Les manifestations ouvrières ne cessent de prendre de l’ampleur. Au lieu de répondre à leurs revendications, dont la plupart sont légitimes, le gouvernement tombe dans la répression.
« Le début de l’année 2013 a été marqué par une vague de manifestations ouvrières de masse », affirme le Centre Égyptien pour les Droits Économiques et Sociaux (CEDES). Dans son rapport, intitulé La Colère ouvrière, le centre dénombre 2423 protestations, grèves et sit-in ouvriers pendant le premier trimestre 2013. En 2012, le nombre total de grèves et sit-in s’élevait à 3817. Il est fort à parier que fin 2013 le record de 2012 sera battu.
Ces protestations ont eu lieu dans presque toutes les régions du pays et ont pris toutes les formes dont notamment 22 % de sit-in, 18 % de marches et manifestations, 15 % de blocage de routes, 4 % de rassemblements divers et 1,3 % de cas de fermeture d’institutions.
70 % proviennent de contestations au sein du secteur public contre 10 % dans le secteur privé. Le reste ayant des motivations diverses : politique, économique ou sociale. Ces grèves ont, selon les spécialistes, aggravé considérablement la crise économique actuelle.
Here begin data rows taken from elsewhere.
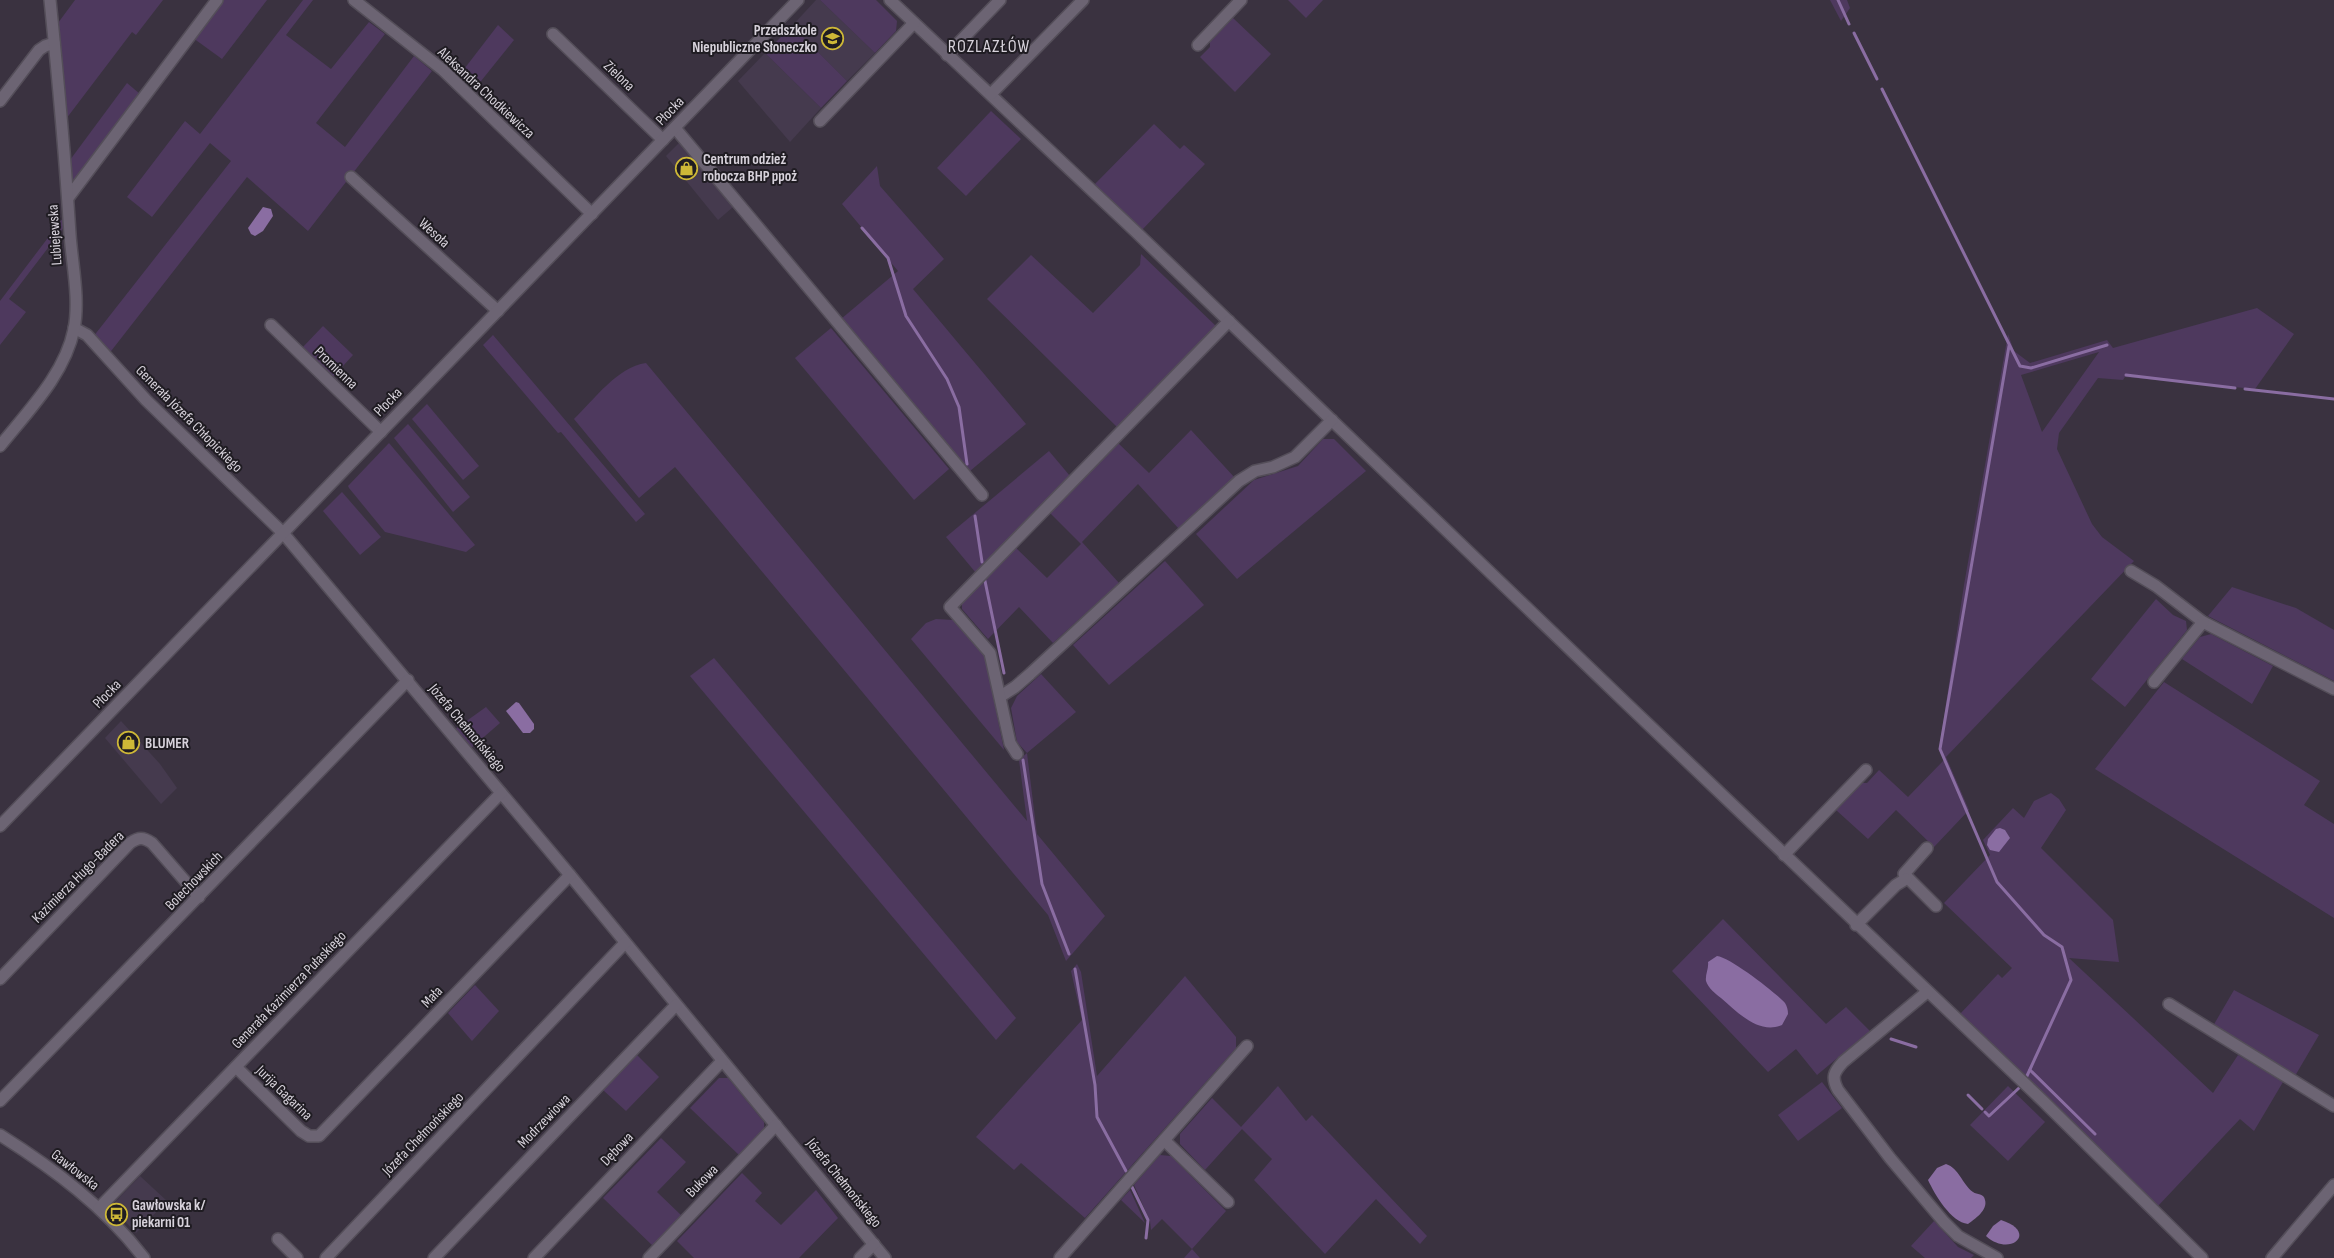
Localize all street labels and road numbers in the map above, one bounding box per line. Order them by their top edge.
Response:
street label: Aleksandra Chodkiewicza [433,42,539,143]
street label: Zielona [599,57,639,96]
street label: Płocka [652,92,688,129]
street label: Lubiejewska [43,204,67,266]
street label: Wesoła [414,214,454,252]
street label: Promienna [310,343,362,394]
street label: Generała Józefa Chłopickiego [131,361,247,477]
street label: Płocka [370,383,406,420]
street label: Płocka [89,675,125,712]
street label: Józefa Chełmońskiego [424,679,510,776]
street label: Kazimierza Hugo-Badera [28,827,128,927]
street label: Bolechowskich [161,847,227,915]
street label: Generała Kazimierza Pułaskiego [228,927,350,1053]
street label: Mała [417,982,447,1012]
street label: Jurija Gagarina [251,1061,316,1125]
street label: Józefa Chełmońskiego [377,1088,468,1181]
street label: Modrzewiowa [513,1090,575,1152]
street label: Dębowa [596,1128,638,1170]
street label: Józefa Chełmońskiego [801,1134,886,1232]
street label: Gawłowska [47,1145,103,1195]
street label: Bukowa [682,1160,722,1201]

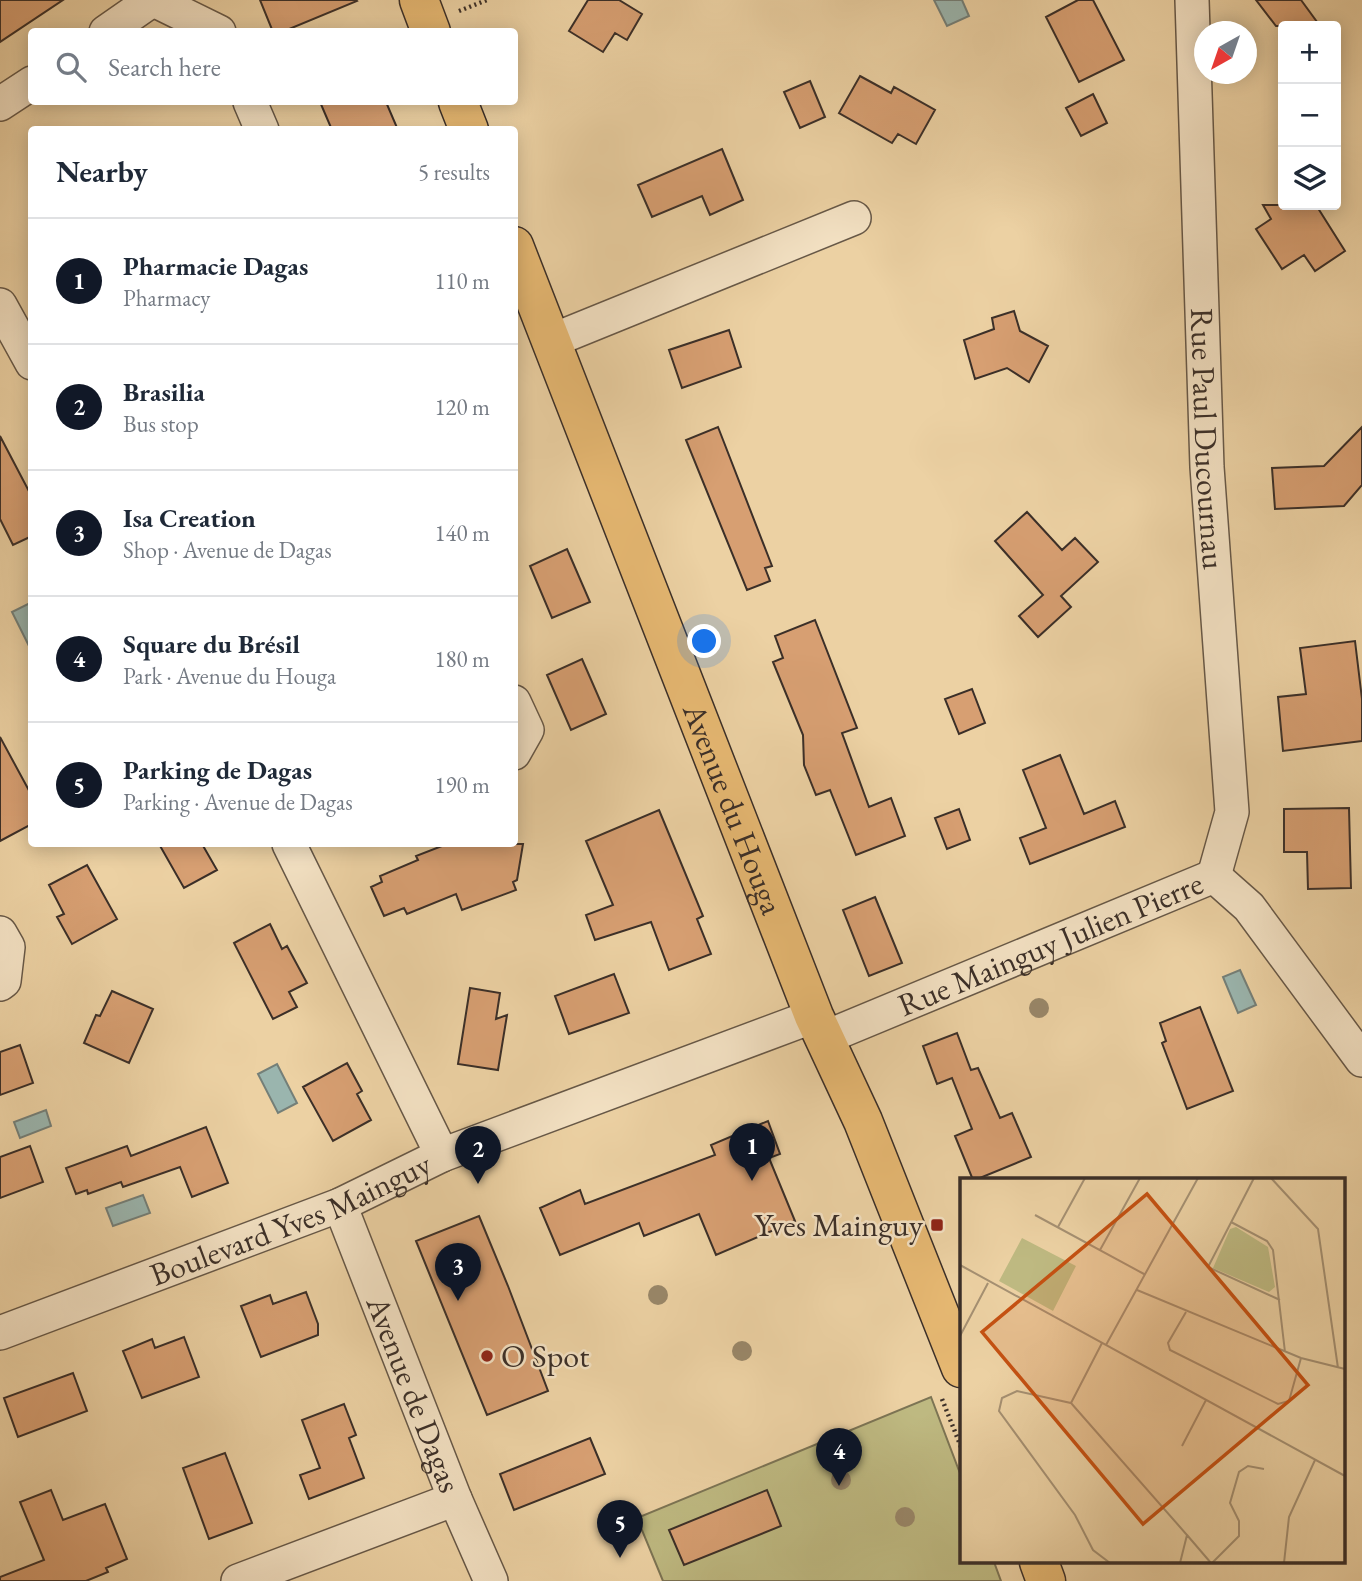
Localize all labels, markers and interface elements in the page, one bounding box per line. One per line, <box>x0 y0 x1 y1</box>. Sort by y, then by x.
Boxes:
north arrow <box>1194 21 1257 84</box>
map controls <box>1278 21 1341 210</box>
button: + <box>1278 21 1341 84</box>
search box <box>28 28 518 105</box>
icon: search <box>52 48 90 86</box>
text: Search here <box>108 50 221 84</box>
button: − <box>1278 84 1341 147</box>
button: layers <box>1278 147 1341 210</box>
text: Nearby <box>56 152 148 191</box>
text: 5 results <box>418 157 490 187</box>
text: Pharmacie Dagas <box>123 249 308 283</box>
text: 1 <box>73 266 85 296</box>
text: 110 m <box>434 266 490 296</box>
text: Pharmacy <box>123 283 210 313</box>
street label: Rue Paul Ducournau <box>1181 307 1235 571</box>
text: Brasilia <box>123 375 205 409</box>
text: 2 <box>73 392 85 422</box>
text: 120 m <box>434 392 490 422</box>
text: Bus stop <box>123 409 199 439</box>
text: Isa Creation <box>123 501 256 535</box>
text: 3 <box>73 518 85 548</box>
text: 140 m <box>434 518 490 548</box>
text: Shop · Avenue de Dagas <box>123 535 332 565</box>
your location <box>687 624 721 658</box>
text: Square du Brésil <box>123 627 300 661</box>
text: 4 <box>73 644 85 674</box>
text: 180 m <box>434 644 490 674</box>
text: Park · Avenue du Houga <box>123 661 336 691</box>
street label: Avenue du Houga <box>673 696 793 921</box>
text: Parking de Dagas <box>123 753 312 787</box>
text: 5 <box>73 770 85 800</box>
text: 190 m <box>434 770 490 800</box>
text: Parking · Avenue de Dagas <box>123 787 353 817</box>
street label: Rue Mainguy Julien Pierre <box>891 862 1209 1026</box>
pin: 1 <box>729 1123 775 1181</box>
pin: 2 <box>455 1126 501 1184</box>
street label: Boulevard Yves Mainguy <box>144 1142 439 1296</box>
inset map <box>960 1178 1344 1564</box>
place label: Yves Mainguy <box>754 1204 924 1246</box>
marker: Yves Mainguy <box>929 1217 945 1233</box>
pin: 3 <box>435 1243 481 1301</box>
street label: Avenue de Dagas <box>356 1289 471 1498</box>
place label: O Spot <box>501 1335 589 1377</box>
marker: O Spot <box>479 1348 495 1364</box>
pin: 4 <box>816 1428 862 1486</box>
pin: 5 <box>597 1500 643 1558</box>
C’est en 2006 que le nombre de grèves a commencé à augmenter fortement. Cette série débute avec la grève historique de Mahallah lorsque 27’000 travailleurs du secteur du textile lancent un mouvement considéré par beaucoup comme un prélude à la révolution.
À l’époque, la direction des entreprises textiles avait promis de répartir les bénéfices entre les travailleurs si le comité syndical en place était réélu. Cette promesse n’ayant pas été tenue, les ouvriers se sont mis en grève. Dès lors, les travailleurs de tous les secteurs de l’industrie et des services (ciment, hôpitaux, transports, enseignement, impôts…) sont entrés en action, protestant contre les politiques néolibérales adoptées par Moubarak. Ces politiques avaient abouti à des conséquences négatives, notamment une hausse des prix et une propagation de la corruption.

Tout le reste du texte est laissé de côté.